• Exercise requirements: Whatever lines the data contains, output all of them unchanged.

[Information]

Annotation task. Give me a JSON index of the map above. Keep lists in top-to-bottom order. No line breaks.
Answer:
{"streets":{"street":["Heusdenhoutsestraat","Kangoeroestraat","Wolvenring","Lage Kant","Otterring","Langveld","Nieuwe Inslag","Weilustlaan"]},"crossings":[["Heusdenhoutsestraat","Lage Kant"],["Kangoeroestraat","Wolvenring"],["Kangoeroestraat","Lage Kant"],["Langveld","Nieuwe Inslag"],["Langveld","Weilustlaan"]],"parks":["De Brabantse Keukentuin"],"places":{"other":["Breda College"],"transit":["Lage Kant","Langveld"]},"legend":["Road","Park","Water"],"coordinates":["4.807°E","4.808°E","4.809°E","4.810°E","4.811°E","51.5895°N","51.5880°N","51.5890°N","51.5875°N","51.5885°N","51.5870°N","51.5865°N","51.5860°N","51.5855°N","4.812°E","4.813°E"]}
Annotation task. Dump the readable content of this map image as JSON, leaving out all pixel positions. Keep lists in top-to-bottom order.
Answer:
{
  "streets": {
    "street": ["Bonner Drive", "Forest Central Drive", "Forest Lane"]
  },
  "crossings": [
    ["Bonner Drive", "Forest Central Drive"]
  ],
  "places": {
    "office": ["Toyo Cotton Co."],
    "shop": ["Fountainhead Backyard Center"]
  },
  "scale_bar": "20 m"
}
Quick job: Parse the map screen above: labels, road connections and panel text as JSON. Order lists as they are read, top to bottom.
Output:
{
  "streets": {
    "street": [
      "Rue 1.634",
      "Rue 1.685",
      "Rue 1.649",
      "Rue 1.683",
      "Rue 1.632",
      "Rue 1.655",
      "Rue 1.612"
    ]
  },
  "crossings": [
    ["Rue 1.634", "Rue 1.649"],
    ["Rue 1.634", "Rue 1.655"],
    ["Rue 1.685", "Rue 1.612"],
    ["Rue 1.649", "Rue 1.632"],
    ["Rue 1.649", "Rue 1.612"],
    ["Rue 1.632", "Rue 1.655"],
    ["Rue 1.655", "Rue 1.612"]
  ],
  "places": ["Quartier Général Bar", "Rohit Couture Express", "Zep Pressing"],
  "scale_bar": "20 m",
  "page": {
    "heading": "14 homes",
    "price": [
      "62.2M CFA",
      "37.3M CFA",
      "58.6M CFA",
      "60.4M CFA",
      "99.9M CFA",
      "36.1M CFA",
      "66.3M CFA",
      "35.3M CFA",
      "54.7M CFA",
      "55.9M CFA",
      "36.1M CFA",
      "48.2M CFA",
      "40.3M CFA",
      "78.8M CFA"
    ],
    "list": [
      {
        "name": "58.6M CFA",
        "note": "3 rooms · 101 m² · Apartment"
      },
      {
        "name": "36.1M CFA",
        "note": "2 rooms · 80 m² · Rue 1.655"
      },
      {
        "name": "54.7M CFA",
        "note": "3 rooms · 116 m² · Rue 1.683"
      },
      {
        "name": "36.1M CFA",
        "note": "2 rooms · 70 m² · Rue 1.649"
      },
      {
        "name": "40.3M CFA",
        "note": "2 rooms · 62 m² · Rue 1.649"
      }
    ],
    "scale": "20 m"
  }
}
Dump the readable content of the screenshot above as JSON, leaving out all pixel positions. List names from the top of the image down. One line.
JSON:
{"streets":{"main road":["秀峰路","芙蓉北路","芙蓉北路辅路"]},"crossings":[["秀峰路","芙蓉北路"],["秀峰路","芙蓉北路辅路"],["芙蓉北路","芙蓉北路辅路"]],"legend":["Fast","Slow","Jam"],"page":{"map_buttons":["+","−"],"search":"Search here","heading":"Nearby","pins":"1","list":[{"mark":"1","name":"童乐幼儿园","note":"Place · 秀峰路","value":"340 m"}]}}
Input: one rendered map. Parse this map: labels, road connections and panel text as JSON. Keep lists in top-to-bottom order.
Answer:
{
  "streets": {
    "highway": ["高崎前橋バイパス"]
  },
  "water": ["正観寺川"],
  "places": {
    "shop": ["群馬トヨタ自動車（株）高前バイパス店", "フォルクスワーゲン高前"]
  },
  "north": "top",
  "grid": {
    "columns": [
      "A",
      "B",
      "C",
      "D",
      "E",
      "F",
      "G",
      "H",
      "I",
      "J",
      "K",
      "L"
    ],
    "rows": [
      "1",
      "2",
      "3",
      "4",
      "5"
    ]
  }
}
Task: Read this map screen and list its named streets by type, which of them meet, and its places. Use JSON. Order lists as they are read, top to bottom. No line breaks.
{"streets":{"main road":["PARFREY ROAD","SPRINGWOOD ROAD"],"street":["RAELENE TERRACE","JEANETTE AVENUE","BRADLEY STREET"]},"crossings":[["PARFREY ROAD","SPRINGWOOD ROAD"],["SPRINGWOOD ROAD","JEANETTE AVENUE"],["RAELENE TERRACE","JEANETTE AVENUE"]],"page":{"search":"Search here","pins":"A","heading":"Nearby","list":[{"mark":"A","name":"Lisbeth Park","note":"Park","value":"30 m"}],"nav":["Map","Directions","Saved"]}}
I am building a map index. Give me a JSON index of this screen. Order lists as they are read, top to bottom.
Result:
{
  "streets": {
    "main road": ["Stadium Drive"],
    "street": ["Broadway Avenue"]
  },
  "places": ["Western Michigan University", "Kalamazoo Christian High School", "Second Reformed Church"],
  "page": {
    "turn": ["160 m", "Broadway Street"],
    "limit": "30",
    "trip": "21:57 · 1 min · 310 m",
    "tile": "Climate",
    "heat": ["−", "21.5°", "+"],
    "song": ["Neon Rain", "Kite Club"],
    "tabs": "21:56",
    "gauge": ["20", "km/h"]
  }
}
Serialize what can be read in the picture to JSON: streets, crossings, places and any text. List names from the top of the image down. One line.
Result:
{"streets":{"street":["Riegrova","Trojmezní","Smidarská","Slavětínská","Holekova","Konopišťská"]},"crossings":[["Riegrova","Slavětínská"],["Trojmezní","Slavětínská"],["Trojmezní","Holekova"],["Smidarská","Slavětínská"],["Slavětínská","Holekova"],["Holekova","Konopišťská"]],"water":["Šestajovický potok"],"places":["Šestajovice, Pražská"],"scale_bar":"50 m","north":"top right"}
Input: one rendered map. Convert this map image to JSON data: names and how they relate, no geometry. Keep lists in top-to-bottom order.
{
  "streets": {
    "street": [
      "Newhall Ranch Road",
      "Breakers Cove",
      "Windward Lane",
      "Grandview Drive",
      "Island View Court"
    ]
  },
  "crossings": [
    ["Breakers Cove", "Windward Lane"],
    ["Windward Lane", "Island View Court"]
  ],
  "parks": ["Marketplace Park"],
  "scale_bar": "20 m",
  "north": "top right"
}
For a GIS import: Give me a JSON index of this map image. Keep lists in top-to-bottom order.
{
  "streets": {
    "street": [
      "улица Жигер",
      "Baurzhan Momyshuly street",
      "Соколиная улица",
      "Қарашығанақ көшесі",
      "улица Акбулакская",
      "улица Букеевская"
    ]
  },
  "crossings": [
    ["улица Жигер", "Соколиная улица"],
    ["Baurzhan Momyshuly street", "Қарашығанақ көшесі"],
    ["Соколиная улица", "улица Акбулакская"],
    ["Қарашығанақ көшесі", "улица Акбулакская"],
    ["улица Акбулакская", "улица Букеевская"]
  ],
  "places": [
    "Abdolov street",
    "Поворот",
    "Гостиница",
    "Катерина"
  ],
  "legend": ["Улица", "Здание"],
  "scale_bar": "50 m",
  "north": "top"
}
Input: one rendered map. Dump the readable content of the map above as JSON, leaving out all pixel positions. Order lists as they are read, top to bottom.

[/Information]

• Task response:
Annotation task. Give me a JSON index of the map above. Keep lists in top-to-bottom order. No line breaks.
Answer:
{"streets":{"street":["Heusdenhoutsestraat","Kangoeroestraat","Wolvenring","Lage Kant","Otterring","Langveld","Nieuwe Inslag","Weilustlaan"]},"crossings":[["Heusdenhoutsestraat","Lage Kant"],["Kangoeroestraat","Wolvenring"],["Kangoeroestraat","Lage Kant"],["Langveld","Nieuwe Inslag"],["Langveld","Weilustlaan"]],"parks":["De Brabantse Keukentuin"],"places":{"other":["Breda College"],"transit":["Lage Kant","Langveld"]},"legend":["Road","Park","Water"],"coordinates":["4.807°E","4.808°E","4.809°E","4.810°E","4.811°E","51.5895°N","51.5880°N","51.5890°N","51.5875°N","51.5885°N","51.5870°N","51.5865°N","51.5860°N","51.5855°N","4.812°E","4.813°E"]}
Annotation task. Dump the readable content of this map image as JSON, leaving out all pixel positions. Keep lists in top-to-bottom order.
Answer:
{
  "streets": {
    "street": ["Bonner Drive", "Forest Central Drive", "Forest Lane"]
  },
  "crossings": [
    ["Bonner Drive", "Forest Central Drive"]
  ],
  "places": {
    "office": ["Toyo Cotton Co."],
    "shop": ["Fountainhead Backyard Center"]
  },
  "scale_bar": "20 m"
}
Quick job: Parse the map screen above: labels, road connections and panel text as JSON. Order lists as they are read, top to bottom.
Output:
{
  "streets": {
    "street": [
      "Rue 1.634",
      "Rue 1.685",
      "Rue 1.649",
      "Rue 1.683",
      "Rue 1.632",
      "Rue 1.655",
      "Rue 1.612"
    ]
  },
  "crossings": [
    ["Rue 1.634", "Rue 1.649"],
    ["Rue 1.634", "Rue 1.655"],
    ["Rue 1.685", "Rue 1.612"],
    ["Rue 1.649", "Rue 1.632"],
    ["Rue 1.649", "Rue 1.612"],
    ["Rue 1.632", "Rue 1.655"],
    ["Rue 1.655", "Rue 1.612"]
  ],
  "places": ["Quartier Général Bar", "Rohit Couture Express", "Zep Pressing"],
  "scale_bar": "20 m",
  "page": {
    "heading": "14 homes",
    "price": [
      "62.2M CFA",
      "37.3M CFA",
      "58.6M CFA",
      "60.4M CFA",
      "99.9M CFA",
      "36.1M CFA",
      "66.3M CFA",
      "35.3M CFA",
      "54.7M CFA",
      "55.9M CFA",
      "36.1M CFA",
      "48.2M CFA",
      "40.3M CFA",
      "78.8M CFA"
    ],
    "list": [
      {
        "name": "58.6M CFA",
        "note": "3 rooms · 101 m² · Apartment"
      },
      {
        "name": "36.1M CFA",
        "note": "2 rooms · 80 m² · Rue 1.655"
      },
      {
        "name": "54.7M CFA",
        "note": "3 rooms · 116 m² · Rue 1.683"
      },
      {
        "name": "36.1M CFA",
        "note": "2 rooms · 70 m² · Rue 1.649"
      },
      {
        "name": "40.3M CFA",
        "note": "2 rooms · 62 m² · Rue 1.649"
      }
    ],
    "scale": "20 m"
  }
}
Dump the readable content of the screenshot above as JSON, leaving out all pixel positions. List names from the top of the image down. One line.
JSON:
{"streets":{"main road":["秀峰路","芙蓉北路","芙蓉北路辅路"]},"crossings":[["秀峰路","芙蓉北路"],["秀峰路","芙蓉北路辅路"],["芙蓉北路","芙蓉北路辅路"]],"legend":["Fast","Slow","Jam"],"page":{"map_buttons":["+","−"],"search":"Search here","heading":"Nearby","pins":"1","list":[{"mark":"1","name":"童乐幼儿园","note":"Place · 秀峰路","value":"340 m"}]}}
Input: one rendered map. Parse this map: labels, road connections and panel text as JSON. Keep lists in top-to-bottom order.
Answer:
{
  "streets": {
    "highway": ["高崎前橋バイパス"]
  },
  "water": ["正観寺川"],
  "places": {
    "shop": ["群馬トヨタ自動車（株）高前バイパス店", "フォルクスワーゲン高前"]
  },
  "north": "top",
  "grid": {
    "columns": [
      "A",
      "B",
      "C",
      "D",
      "E",
      "F",
      "G",
      "H",
      "I",
      "J",
      "K",
      "L"
    ],
    "rows": [
      "1",
      "2",
      "3",
      "4",
      "5"
    ]
  }
}
Task: Read this map screen and list its named streets by type, which of them meet, and its places. Use JSON. Order lists as they are read, top to bottom. No line breaks.
{"streets":{"main road":["PARFREY ROAD","SPRINGWOOD ROAD"],"street":["RAELENE TERRACE","JEANETTE AVENUE","BRADLEY STREET"]},"crossings":[["PARFREY ROAD","SPRINGWOOD ROAD"],["SPRINGWOOD ROAD","JEANETTE AVENUE"],["RAELENE TERRACE","JEANETTE AVENUE"]],"page":{"search":"Search here","pins":"A","heading":"Nearby","list":[{"mark":"A","name":"Lisbeth Park","note":"Park","value":"30 m"}],"nav":["Map","Directions","Saved"]}}
I am building a map index. Give me a JSON index of this screen. Order lists as they are read, top to bottom.
Result:
{
  "streets": {
    "main road": ["Stadium Drive"],
    "street": ["Broadway Avenue"]
  },
  "places": ["Western Michigan University", "Kalamazoo Christian High School", "Second Reformed Church"],
  "page": {
    "turn": ["160 m", "Broadway Street"],
    "limit": "30",
    "trip": "21:57 · 1 min · 310 m",
    "tile": "Climate",
    "heat": ["−", "21.5°", "+"],
    "song": ["Neon Rain", "Kite Club"],
    "tabs": "21:56",
    "gauge": ["20", "km/h"]
  }
}
Serialize what can be read in the picture to JSON: streets, crossings, places and any text. List names from the top of the image down. One line.
Result:
{"streets":{"street":["Riegrova","Trojmezní","Smidarská","Slavětínská","Holekova","Konopišťská"]},"crossings":[["Riegrova","Slavětínská"],["Trojmezní","Slavětínská"],["Trojmezní","Holekova"],["Smidarská","Slavětínská"],["Slavětínská","Holekova"],["Holekova","Konopišťská"]],"water":["Šestajovický potok"],"places":["Šestajovice, Pražská"],"scale_bar":"50 m","north":"top right"}
Input: one rendered map. Convert this map image to JSON data: names and how they relate, no geometry. Keep lists in top-to-bottom order.
{
  "streets": {
    "street": [
      "Newhall Ranch Road",
      "Breakers Cove",
      "Windward Lane",
      "Grandview Drive",
      "Island View Court"
    ]
  },
  "crossings": [
    ["Breakers Cove", "Windward Lane"],
    ["Windward Lane", "Island View Court"]
  ],
  "parks": ["Marketplace Park"],
  "scale_bar": "20 m",
  "north": "top right"
}
For a GIS import: Give me a JSON index of this map image. Keep lists in top-to-bottom order.
{
  "streets": {
    "street": [
      "улица Жигер",
      "Baurzhan Momyshuly street",
      "Соколиная улица",
      "Қарашығанақ көшесі",
      "улица Акбулакская",
      "улица Букеевская"
    ]
  },
  "crossings": [
    ["улица Жигер", "Соколиная улица"],
    ["Baurzhan Momyshuly street", "Қарашығанақ көшесі"],
    ["Соколиная улица", "улица Акбулакская"],
    ["Қарашығанақ көшесі", "улица Акбулакская"],
    ["улица Акбулакская", "улица Букеевская"]
  ],
  "places": [
    "Abdolov street",
    "Поворот",
    "Гостиница",
    "Катерина"
  ],
  "legend": ["Улица", "Здание"],
  "scale_bar": "50 m",
  "north": "top"
}
Input: one rendered map. Dump the readable content of the map above as JSON, leaving out all pixel positions. Order lists as they are read, top to bottom.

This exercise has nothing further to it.